Action item
All lines of the material should be given again exactly.

Exercise input START

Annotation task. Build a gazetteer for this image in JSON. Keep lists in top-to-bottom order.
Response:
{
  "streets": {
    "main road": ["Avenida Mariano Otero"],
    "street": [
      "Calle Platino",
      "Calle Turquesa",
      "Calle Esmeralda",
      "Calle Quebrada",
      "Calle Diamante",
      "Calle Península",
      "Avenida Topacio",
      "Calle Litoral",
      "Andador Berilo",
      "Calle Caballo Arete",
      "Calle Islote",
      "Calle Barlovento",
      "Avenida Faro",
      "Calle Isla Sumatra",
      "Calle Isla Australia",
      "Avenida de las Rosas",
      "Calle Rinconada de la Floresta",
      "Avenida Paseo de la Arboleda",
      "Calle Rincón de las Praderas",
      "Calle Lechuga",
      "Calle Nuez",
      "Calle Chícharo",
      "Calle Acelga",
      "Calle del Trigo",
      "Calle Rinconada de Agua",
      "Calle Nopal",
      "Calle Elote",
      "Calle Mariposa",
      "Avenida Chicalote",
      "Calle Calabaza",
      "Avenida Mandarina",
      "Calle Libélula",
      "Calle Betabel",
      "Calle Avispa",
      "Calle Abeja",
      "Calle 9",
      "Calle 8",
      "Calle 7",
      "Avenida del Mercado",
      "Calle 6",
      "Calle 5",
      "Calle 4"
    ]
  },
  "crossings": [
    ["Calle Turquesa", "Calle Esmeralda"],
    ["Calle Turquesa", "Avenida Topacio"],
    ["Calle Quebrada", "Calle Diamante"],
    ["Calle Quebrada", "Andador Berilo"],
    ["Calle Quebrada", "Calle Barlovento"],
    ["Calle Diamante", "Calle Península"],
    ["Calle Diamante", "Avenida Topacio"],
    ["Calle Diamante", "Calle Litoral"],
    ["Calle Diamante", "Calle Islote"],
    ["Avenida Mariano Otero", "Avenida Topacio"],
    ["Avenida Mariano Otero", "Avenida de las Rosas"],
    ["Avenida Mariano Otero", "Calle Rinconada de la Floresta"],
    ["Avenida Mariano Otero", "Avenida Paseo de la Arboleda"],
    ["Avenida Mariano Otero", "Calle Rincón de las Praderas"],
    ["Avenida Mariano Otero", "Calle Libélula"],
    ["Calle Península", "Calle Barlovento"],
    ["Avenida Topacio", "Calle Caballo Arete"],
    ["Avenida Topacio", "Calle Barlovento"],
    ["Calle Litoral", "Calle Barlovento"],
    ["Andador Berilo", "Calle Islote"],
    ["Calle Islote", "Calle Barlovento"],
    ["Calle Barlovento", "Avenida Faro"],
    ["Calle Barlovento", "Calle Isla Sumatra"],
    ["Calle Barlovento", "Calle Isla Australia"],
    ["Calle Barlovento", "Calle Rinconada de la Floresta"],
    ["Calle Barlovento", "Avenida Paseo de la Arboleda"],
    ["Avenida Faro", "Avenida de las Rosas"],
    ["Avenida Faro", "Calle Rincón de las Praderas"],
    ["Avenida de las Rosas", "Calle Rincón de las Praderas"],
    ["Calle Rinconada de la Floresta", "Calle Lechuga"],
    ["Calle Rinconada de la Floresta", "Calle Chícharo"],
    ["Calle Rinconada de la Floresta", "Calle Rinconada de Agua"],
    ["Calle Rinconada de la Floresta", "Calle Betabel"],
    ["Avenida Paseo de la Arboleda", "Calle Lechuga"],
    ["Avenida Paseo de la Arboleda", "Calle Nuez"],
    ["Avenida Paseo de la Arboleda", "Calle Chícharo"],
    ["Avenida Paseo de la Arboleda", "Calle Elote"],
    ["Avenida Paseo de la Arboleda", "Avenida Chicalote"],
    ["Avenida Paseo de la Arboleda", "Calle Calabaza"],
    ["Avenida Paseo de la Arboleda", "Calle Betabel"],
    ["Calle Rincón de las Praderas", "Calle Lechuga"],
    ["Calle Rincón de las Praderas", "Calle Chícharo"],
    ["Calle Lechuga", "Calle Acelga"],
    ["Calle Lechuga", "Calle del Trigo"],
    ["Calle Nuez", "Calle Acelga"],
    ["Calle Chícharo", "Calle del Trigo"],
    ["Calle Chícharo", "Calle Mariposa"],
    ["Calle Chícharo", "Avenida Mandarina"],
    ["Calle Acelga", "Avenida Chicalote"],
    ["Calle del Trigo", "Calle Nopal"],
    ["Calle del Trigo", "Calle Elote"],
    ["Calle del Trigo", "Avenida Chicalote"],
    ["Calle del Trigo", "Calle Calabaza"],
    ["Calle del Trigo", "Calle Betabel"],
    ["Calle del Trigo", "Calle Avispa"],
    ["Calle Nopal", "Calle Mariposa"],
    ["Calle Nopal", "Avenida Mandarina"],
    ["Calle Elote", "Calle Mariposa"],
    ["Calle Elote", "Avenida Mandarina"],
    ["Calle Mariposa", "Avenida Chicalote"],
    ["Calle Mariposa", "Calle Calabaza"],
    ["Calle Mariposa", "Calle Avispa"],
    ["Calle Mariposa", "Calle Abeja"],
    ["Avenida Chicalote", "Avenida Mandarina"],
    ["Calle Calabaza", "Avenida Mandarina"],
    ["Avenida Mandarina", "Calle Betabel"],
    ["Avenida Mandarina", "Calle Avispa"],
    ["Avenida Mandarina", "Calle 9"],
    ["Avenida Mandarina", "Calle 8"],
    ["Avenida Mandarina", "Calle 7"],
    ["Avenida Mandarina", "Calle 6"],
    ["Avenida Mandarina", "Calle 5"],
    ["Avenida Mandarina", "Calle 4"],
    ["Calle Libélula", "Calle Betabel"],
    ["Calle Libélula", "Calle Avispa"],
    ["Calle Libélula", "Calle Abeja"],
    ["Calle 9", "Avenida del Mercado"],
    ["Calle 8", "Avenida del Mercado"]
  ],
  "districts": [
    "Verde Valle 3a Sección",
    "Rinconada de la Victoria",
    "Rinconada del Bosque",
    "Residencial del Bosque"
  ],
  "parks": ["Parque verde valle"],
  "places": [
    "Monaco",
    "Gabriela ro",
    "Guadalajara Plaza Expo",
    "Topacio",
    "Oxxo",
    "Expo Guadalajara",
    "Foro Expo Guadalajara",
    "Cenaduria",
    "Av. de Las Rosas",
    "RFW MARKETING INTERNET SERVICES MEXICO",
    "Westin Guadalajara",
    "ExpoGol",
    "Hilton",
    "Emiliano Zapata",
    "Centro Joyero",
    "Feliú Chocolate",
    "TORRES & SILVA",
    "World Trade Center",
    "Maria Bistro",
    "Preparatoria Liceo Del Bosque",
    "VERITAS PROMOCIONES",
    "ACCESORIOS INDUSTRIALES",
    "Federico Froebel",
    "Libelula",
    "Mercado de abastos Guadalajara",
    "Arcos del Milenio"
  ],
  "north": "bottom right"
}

Exercise input END

Finished task
Annotation task. Build a gazetteer for this image in JSON. Keep lists in top-to-bottom order.
Response:
{
  "streets": {
    "main road": ["Avenida Mariano Otero"],
    "street": [
      "Calle Platino",
      "Calle Turquesa",
      "Calle Esmeralda",
      "Calle Quebrada",
      "Calle Diamante",
      "Calle Península",
      "Avenida Topacio",
      "Calle Litoral",
      "Andador Berilo",
      "Calle Caballo Arete",
      "Calle Islote",
      "Calle Barlovento",
      "Avenida Faro",
      "Calle Isla Sumatra",
      "Calle Isla Australia",
      "Avenida de las Rosas",
      "Calle Rinconada de la Floresta",
      "Avenida Paseo de la Arboleda",
      "Calle Rincón de las Praderas",
      "Calle Lechuga",
      "Calle Nuez",
      "Calle Chícharo",
      "Calle Acelga",
      "Calle del Trigo",
      "Calle Rinconada de Agua",
      "Calle Nopal",
      "Calle Elote",
      "Calle Mariposa",
      "Avenida Chicalote",
      "Calle Calabaza",
      "Avenida Mandarina",
      "Calle Libélula",
      "Calle Betabel",
      "Calle Avispa",
      "Calle Abeja",
      "Calle 9",
      "Calle 8",
      "Calle 7",
      "Avenida del Mercado",
      "Calle 6",
      "Calle 5",
      "Calle 4"
    ]
  },
  "crossings": [
    ["Calle Turquesa", "Calle Esmeralda"],
    ["Calle Turquesa", "Avenida Topacio"],
    ["Calle Quebrada", "Calle Diamante"],
    ["Calle Quebrada", "Andador Berilo"],
    ["Calle Quebrada", "Calle Barlovento"],
    ["Calle Diamante", "Calle Península"],
    ["Calle Diamante", "Avenida Topacio"],
    ["Calle Diamante", "Calle Litoral"],
    ["Calle Diamante", "Calle Islote"],
    ["Avenida Mariano Otero", "Avenida Topacio"],
    ["Avenida Mariano Otero", "Avenida de las Rosas"],
    ["Avenida Mariano Otero", "Calle Rinconada de la Floresta"],
    ["Avenida Mariano Otero", "Avenida Paseo de la Arboleda"],
    ["Avenida Mariano Otero", "Calle Rincón de las Praderas"],
    ["Avenida Mariano Otero", "Calle Libélula"],
    ["Calle Península", "Calle Barlovento"],
    ["Avenida Topacio", "Calle Caballo Arete"],
    ["Avenida Topacio", "Calle Barlovento"],
    ["Calle Litoral", "Calle Barlovento"],
    ["Andador Berilo", "Calle Islote"],
    ["Calle Islote", "Calle Barlovento"],
    ["Calle Barlovento", "Avenida Faro"],
    ["Calle Barlovento", "Calle Isla Sumatra"],
    ["Calle Barlovento", "Calle Isla Australia"],
    ["Calle Barlovento", "Calle Rinconada de la Floresta"],
    ["Calle Barlovento", "Avenida Paseo de la Arboleda"],
    ["Avenida Faro", "Avenida de las Rosas"],
    ["Avenida Faro", "Calle Rincón de las Praderas"],
    ["Avenida de las Rosas", "Calle Rincón de las Praderas"],
    ["Calle Rinconada de la Floresta", "Calle Lechuga"],
    ["Calle Rinconada de la Floresta", "Calle Chícharo"],
    ["Calle Rinconada de la Floresta", "Calle Rinconada de Agua"],
    ["Calle Rinconada de la Floresta", "Calle Betabel"],
    ["Avenida Paseo de la Arboleda", "Calle Lechuga"],
    ["Avenida Paseo de la Arboleda", "Calle Nuez"],
    ["Avenida Paseo de la Arboleda", "Calle Chícharo"],
    ["Avenida Paseo de la Arboleda", "Calle Elote"],
    ["Avenida Paseo de la Arboleda", "Avenida Chicalote"],
    ["Avenida Paseo de la Arboleda", "Calle Calabaza"],
    ["Avenida Paseo de la Arboleda", "Calle Betabel"],
    ["Calle Rincón de las Praderas", "Calle Lechuga"],
    ["Calle Rincón de las Praderas", "Calle Chícharo"],
    ["Calle Lechuga", "Calle Acelga"],
    ["Calle Lechuga", "Calle del Trigo"],
    ["Calle Nuez", "Calle Acelga"],
    ["Calle Chícharo", "Calle del Trigo"],
    ["Calle Chícharo", "Calle Mariposa"],
    ["Calle Chícharo", "Avenida Mandarina"],
    ["Calle Acelga", "Avenida Chicalote"],
    ["Calle del Trigo", "Calle Nopal"],
    ["Calle del Trigo", "Calle Elote"],
    ["Calle del Trigo", "Avenida Chicalote"],
    ["Calle del Trigo", "Calle Calabaza"],
    ["Calle del Trigo", "Calle Betabel"],
    ["Calle del Trigo", "Calle Avispa"],
    ["Calle Nopal", "Calle Mariposa"],
    ["Calle Nopal", "Avenida Mandarina"],
    ["Calle Elote", "Calle Mariposa"],
    ["Calle Elote", "Avenida Mandarina"],
    ["Calle Mariposa", "Avenida Chicalote"],
    ["Calle Mariposa", "Calle Calabaza"],
    ["Calle Mariposa", "Calle Avispa"],
    ["Calle Mariposa", "Calle Abeja"],
    ["Avenida Chicalote", "Avenida Mandarina"],
    ["Calle Calabaza", "Avenida Mandarina"],
    ["Avenida Mandarina", "Calle Betabel"],
    ["Avenida Mandarina", "Calle Avispa"],
    ["Avenida Mandarina", "Calle 9"],
    ["Avenida Mandarina", "Calle 8"],
    ["Avenida Mandarina", "Calle 7"],
    ["Avenida Mandarina", "Calle 6"],
    ["Avenida Mandarina", "Calle 5"],
    ["Avenida Mandarina", "Calle 4"],
    ["Calle Libélula", "Calle Betabel"],
    ["Calle Libélula", "Calle Avispa"],
    ["Calle Libélula", "Calle Abeja"],
    ["Calle 9", "Avenida del Mercado"],
    ["Calle 8", "Avenida del Mercado"]
  ],
  "districts": [
    "Verde Valle 3a Sección",
    "Rinconada de la Victoria",
    "Rinconada del Bosque",
    "Residencial del Bosque"
  ],
  "parks": ["Parque verde valle"],
  "places": [
    "Monaco",
    "Gabriela ro",
    "Guadalajara Plaza Expo",
    "Topacio",
    "Oxxo",
    "Expo Guadalajara",
    "Foro Expo Guadalajara",
    "Cenaduria",
    "Av. de Las Rosas",
    "RFW MARKETING INTERNET SERVICES MEXICO",
    "Westin Guadalajara",
    "ExpoGol",
    "Hilton",
    "Emiliano Zapata",
    "Centro Joyero",
    "Feliú Chocolate",
    "TORRES & SILVA",
    "World Trade Center",
    "Maria Bistro",
    "Preparatoria Liceo Del Bosque",
    "VERITAS PROMOCIONES",
    "ACCESORIOS INDUSTRIALES",
    "Federico Froebel",
    "Libelula",
    "Mercado de abastos Guadalajara",
    "Arcos del Milenio"
  ],
  "north": "bottom right"
}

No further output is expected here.